The problem: Read through the material below and copy each line in which the word "casing" occurs.

Records supplied:

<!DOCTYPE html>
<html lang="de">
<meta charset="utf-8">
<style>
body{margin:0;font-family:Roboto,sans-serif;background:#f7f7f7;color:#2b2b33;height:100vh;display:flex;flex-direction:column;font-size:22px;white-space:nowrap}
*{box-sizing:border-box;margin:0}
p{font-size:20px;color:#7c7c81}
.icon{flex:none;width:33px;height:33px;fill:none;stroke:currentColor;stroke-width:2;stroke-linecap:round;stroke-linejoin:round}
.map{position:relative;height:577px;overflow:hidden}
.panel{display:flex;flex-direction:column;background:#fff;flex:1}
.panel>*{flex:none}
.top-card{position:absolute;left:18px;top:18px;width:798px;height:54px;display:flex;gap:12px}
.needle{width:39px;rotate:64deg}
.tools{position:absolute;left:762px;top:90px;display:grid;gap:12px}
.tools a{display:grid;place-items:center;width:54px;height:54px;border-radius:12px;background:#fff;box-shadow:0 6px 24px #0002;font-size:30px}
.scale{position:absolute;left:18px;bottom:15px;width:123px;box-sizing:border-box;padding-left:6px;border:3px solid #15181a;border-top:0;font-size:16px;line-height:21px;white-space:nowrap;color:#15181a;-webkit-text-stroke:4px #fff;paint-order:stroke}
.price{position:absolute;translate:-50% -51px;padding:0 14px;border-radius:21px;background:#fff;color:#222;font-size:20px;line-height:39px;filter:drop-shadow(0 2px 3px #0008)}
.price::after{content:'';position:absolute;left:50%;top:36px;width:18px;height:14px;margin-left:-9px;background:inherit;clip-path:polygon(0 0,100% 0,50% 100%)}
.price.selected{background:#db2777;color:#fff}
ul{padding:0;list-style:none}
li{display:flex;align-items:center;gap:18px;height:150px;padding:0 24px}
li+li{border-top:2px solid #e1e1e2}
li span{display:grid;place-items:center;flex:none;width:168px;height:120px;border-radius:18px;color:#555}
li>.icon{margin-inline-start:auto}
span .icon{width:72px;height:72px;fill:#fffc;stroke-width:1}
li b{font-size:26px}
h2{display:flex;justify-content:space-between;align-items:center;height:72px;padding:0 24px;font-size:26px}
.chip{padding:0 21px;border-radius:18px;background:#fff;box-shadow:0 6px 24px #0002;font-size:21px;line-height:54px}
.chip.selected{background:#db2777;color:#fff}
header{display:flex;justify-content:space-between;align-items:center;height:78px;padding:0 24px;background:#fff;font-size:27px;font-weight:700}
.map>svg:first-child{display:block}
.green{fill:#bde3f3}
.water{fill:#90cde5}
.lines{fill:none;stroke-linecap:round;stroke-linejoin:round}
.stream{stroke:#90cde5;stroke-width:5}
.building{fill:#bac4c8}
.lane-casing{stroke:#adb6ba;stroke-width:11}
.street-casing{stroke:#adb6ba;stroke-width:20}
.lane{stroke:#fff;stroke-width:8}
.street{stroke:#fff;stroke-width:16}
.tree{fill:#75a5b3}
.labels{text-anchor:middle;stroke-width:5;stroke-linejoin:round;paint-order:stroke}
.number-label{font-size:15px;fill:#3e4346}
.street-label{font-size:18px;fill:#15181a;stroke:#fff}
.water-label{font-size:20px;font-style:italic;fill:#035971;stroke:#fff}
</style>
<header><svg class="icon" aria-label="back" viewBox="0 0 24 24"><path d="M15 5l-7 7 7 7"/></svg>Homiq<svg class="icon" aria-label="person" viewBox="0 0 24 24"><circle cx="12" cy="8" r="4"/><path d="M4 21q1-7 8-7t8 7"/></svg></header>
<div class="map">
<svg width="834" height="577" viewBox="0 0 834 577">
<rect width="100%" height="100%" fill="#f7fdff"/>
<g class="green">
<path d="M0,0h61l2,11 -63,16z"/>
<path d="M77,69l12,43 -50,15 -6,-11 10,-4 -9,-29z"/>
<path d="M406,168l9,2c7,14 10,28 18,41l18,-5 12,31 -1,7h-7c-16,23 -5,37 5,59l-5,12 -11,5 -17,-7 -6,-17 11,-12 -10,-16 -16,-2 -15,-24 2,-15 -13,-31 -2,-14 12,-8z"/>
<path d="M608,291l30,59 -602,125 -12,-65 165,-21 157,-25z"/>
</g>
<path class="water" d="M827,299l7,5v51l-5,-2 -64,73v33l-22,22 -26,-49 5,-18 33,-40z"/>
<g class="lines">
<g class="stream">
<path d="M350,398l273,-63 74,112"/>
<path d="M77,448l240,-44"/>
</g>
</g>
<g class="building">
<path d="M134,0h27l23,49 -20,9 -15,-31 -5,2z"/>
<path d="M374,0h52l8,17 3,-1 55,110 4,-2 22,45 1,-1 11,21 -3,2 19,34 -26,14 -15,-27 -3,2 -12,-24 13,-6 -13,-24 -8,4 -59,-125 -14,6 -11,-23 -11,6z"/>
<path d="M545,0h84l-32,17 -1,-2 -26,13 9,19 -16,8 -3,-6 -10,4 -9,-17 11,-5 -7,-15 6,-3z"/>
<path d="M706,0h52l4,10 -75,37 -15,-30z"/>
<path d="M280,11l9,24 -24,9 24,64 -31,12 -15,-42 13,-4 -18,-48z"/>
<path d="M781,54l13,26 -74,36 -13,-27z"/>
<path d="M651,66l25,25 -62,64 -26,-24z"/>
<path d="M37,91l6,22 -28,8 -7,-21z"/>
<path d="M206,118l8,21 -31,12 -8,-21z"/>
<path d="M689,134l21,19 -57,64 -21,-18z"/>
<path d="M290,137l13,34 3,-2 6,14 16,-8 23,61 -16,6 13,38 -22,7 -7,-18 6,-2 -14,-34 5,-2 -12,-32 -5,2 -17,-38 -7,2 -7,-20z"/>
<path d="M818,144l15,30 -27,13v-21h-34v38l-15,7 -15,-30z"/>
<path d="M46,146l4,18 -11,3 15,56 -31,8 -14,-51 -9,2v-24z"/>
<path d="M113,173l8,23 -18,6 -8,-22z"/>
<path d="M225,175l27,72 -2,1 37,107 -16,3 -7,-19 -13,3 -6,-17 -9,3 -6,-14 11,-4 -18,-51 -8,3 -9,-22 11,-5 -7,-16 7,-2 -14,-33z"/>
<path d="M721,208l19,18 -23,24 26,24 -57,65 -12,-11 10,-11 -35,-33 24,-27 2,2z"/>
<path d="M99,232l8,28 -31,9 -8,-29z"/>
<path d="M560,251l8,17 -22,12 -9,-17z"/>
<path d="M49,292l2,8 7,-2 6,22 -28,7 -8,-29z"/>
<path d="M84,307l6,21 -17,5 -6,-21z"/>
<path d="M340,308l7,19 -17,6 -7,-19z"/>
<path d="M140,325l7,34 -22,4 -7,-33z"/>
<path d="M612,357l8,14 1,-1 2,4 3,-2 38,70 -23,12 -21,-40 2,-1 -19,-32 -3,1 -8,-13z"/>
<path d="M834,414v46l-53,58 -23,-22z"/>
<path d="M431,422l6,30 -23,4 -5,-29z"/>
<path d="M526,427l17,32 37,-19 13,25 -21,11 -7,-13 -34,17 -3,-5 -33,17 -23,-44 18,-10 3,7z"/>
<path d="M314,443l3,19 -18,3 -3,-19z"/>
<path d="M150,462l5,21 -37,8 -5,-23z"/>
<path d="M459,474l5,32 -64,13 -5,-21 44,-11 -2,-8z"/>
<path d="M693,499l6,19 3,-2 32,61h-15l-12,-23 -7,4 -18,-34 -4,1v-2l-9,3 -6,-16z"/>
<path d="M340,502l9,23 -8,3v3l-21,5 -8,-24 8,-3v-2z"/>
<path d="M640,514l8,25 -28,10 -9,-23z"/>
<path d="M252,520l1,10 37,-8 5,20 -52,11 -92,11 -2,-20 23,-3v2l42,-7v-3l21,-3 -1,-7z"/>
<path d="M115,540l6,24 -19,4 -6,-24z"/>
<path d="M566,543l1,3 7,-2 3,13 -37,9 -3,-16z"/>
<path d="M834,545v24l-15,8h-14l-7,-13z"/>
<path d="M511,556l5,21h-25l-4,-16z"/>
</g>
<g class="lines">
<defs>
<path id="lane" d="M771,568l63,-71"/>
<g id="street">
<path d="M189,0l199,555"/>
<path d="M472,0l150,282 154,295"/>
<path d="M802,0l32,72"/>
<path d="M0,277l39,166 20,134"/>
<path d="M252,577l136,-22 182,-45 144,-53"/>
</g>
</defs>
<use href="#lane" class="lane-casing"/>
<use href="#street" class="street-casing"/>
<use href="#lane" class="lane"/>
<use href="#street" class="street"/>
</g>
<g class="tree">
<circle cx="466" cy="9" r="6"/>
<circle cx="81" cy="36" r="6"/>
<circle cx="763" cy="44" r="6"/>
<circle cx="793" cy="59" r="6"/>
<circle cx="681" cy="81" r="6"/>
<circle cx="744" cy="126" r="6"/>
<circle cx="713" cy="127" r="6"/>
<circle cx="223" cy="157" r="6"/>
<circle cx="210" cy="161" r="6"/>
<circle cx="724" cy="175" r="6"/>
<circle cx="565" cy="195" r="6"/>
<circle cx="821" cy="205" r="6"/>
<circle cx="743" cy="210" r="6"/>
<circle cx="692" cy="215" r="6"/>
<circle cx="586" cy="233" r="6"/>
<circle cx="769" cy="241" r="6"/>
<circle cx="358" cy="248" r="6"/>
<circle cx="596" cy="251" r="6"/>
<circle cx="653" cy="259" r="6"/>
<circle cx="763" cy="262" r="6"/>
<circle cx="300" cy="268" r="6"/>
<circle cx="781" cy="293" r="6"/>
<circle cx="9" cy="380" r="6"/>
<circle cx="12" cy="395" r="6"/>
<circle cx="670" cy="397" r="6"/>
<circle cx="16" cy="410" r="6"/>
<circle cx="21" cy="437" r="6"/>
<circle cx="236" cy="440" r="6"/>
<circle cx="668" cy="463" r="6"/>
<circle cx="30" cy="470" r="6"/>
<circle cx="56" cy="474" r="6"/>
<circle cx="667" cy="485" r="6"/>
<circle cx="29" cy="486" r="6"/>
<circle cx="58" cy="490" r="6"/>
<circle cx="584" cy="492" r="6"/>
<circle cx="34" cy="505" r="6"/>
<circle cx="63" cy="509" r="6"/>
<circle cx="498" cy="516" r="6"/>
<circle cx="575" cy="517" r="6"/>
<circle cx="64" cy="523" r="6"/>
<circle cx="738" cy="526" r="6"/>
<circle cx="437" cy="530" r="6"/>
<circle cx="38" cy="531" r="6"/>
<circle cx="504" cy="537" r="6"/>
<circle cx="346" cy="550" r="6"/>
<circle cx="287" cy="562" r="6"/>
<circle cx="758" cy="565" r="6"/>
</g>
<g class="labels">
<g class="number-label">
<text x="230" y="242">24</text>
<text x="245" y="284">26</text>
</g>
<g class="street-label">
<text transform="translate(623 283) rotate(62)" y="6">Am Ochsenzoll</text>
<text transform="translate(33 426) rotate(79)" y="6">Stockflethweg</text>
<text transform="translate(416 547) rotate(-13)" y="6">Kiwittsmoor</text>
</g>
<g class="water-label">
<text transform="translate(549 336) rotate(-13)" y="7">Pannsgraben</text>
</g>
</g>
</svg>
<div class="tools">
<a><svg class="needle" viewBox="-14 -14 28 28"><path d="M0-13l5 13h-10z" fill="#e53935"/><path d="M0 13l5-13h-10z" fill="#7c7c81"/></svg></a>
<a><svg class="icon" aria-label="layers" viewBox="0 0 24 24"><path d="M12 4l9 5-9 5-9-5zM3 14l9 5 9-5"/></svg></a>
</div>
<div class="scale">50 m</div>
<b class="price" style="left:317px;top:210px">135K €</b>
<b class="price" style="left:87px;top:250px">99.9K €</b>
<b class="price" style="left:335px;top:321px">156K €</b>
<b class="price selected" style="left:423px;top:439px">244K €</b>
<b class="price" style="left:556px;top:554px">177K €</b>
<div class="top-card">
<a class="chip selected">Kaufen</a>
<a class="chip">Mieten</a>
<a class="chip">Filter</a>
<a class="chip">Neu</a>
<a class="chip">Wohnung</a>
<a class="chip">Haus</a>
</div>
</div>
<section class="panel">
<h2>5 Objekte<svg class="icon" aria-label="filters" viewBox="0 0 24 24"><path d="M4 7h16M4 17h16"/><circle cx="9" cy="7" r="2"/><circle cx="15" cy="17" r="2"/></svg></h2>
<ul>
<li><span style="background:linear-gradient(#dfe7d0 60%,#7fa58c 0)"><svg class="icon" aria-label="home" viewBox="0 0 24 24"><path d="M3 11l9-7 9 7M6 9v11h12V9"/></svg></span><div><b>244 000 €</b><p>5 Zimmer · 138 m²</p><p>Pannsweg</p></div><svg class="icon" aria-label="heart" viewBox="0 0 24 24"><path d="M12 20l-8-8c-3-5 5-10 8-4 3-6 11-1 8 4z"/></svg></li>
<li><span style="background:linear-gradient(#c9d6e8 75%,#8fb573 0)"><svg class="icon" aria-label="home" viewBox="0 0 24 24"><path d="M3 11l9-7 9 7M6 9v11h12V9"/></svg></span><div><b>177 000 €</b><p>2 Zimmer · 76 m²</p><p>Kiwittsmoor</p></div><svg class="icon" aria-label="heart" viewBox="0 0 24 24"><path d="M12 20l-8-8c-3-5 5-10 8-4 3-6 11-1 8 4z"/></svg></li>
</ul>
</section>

Written answer:
.lane-casing{stroke:#adb6ba;stroke-width:11}
.street-casing{stroke:#adb6ba;stroke-width:20}
<use href="#lane" class="lane-casing"/>
<use href="#street" class="street-casing"/>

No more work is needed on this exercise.